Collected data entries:
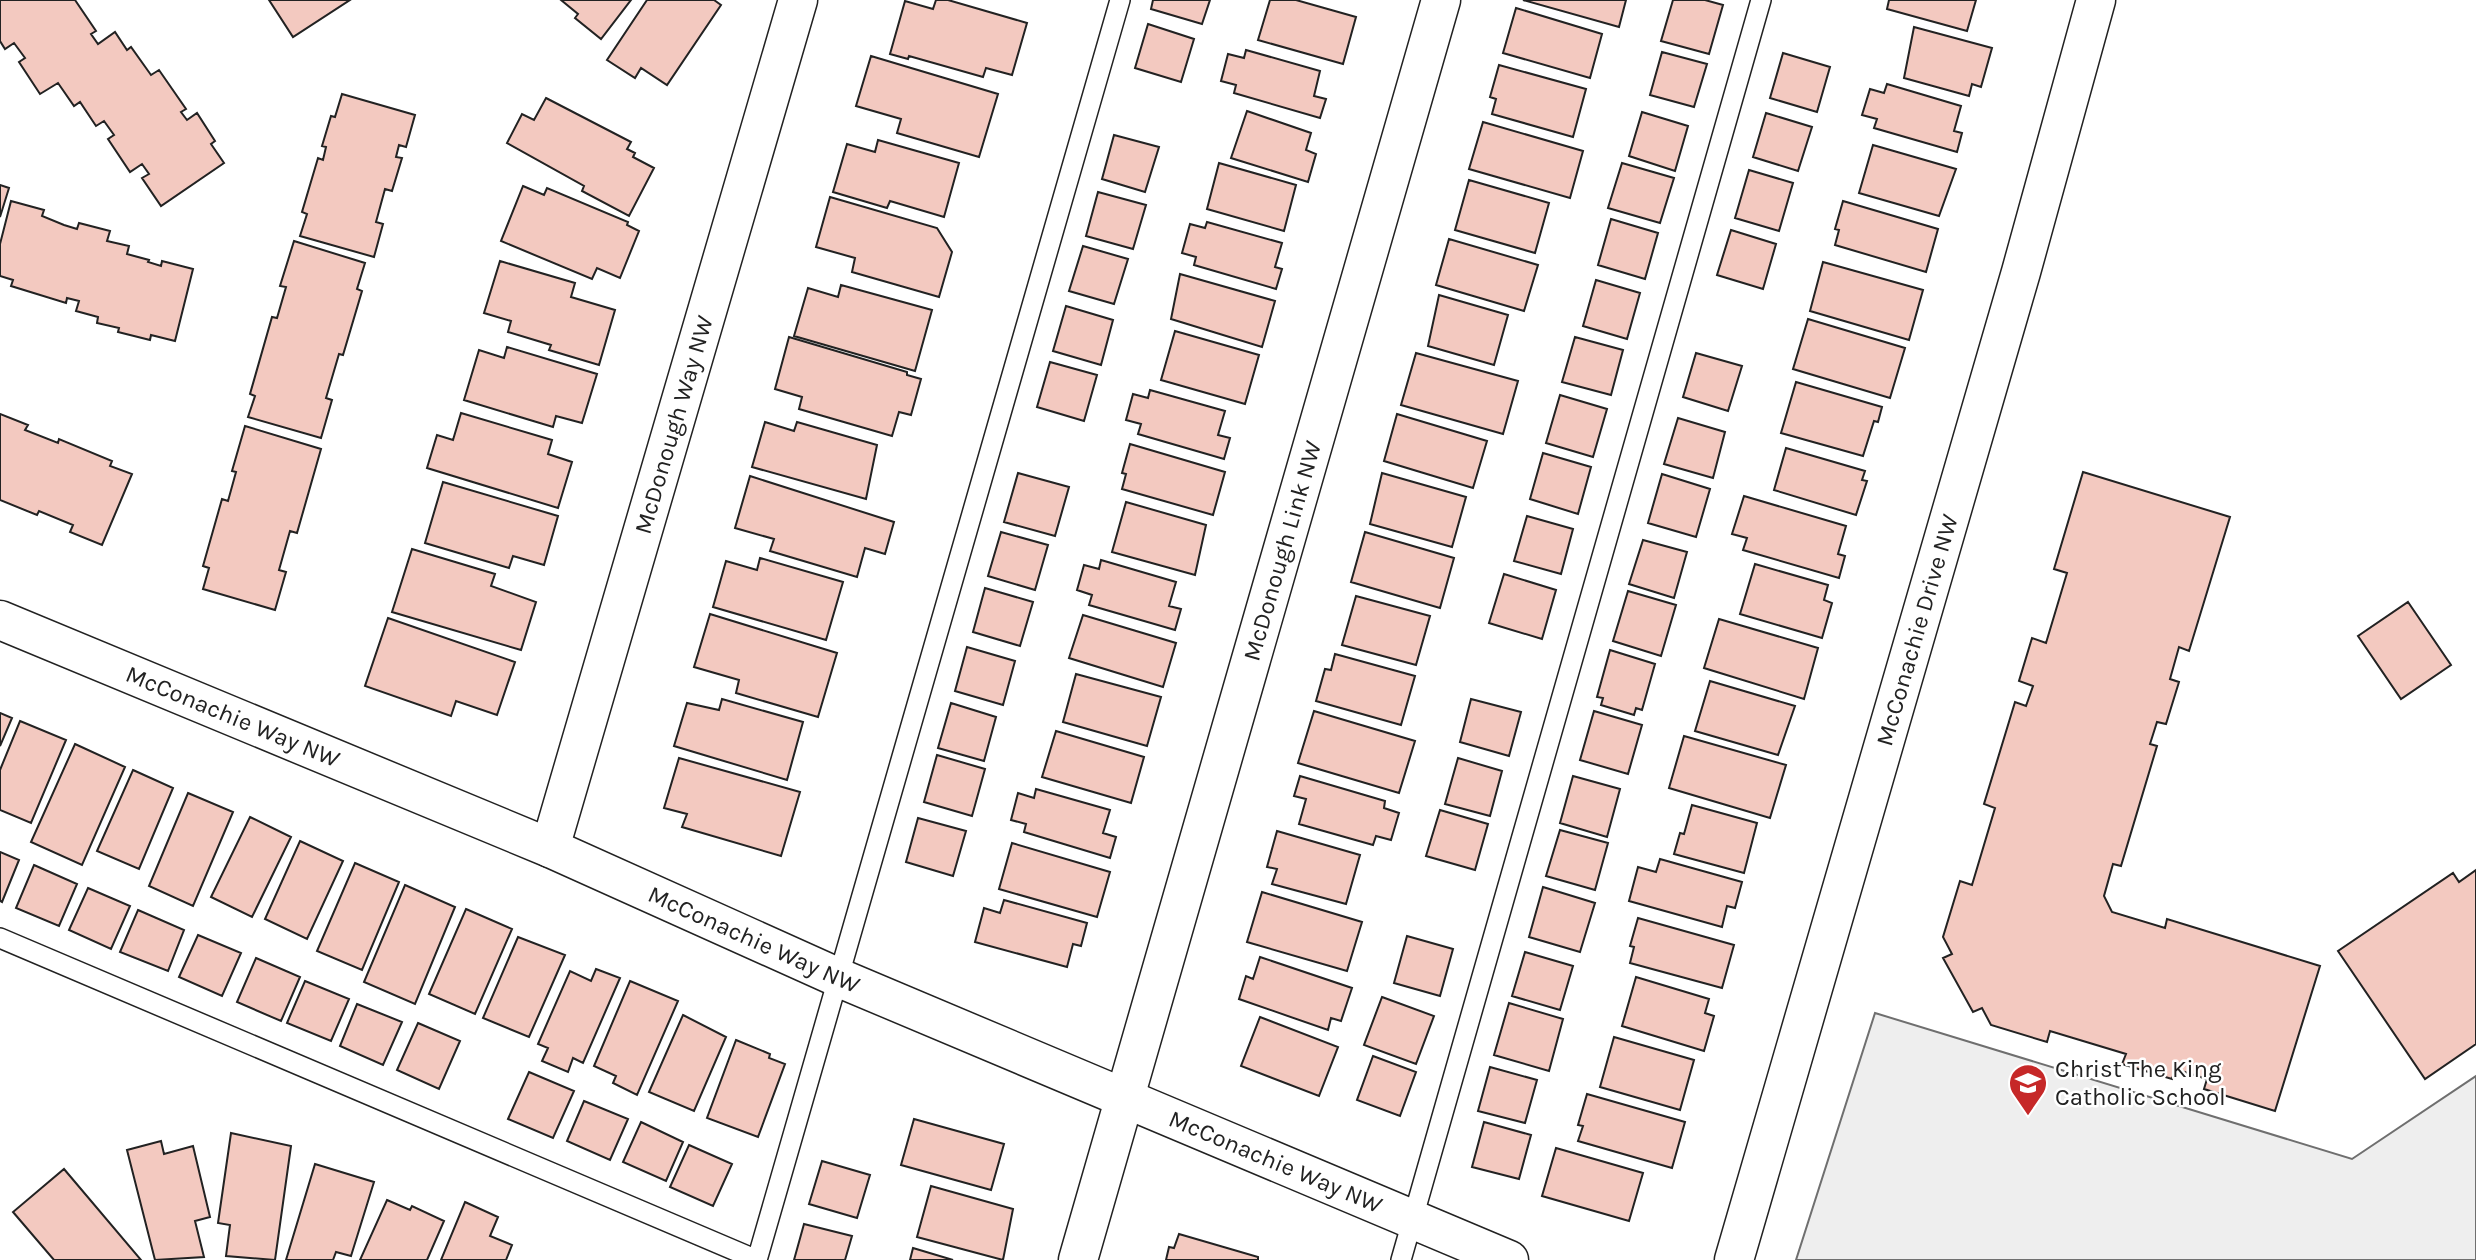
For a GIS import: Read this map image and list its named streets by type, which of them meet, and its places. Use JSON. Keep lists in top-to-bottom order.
{
  "streets": {
    "street": [
      "McDonough Way NW",
      "McDonough Link NW",
      "McConachie Drive NW",
      "McConachie Way NW"
    ]
  },
  "crossings": [
    ["McDonough Way NW", "McConachie Way NW"],
    ["McDonough Link NW", "McConachie Way NW"]
  ],
  "places": {
    "school or university": ["Christ The King Catholic School"]
  }
}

Task description:
A verbatim copy of every entry is wanted; the pictures stay out of it.

Exercise answer:
For a GIS import: Read this map image and list its named streets by type, which of them meet, and its places. Use JSON. Keep lists in top-to-bottom order.
{
  "streets": {
    "street": [
      "McDonough Way NW",
      "McDonough Link NW",
      "McConachie Drive NW",
      "McConachie Way NW"
    ]
  },
  "crossings": [
    ["McDonough Way NW", "McConachie Way NW"],
    ["McDonough Link NW", "McConachie Way NW"]
  ],
  "places": {
    "school or university": ["Christ The King Catholic School"]
  }
}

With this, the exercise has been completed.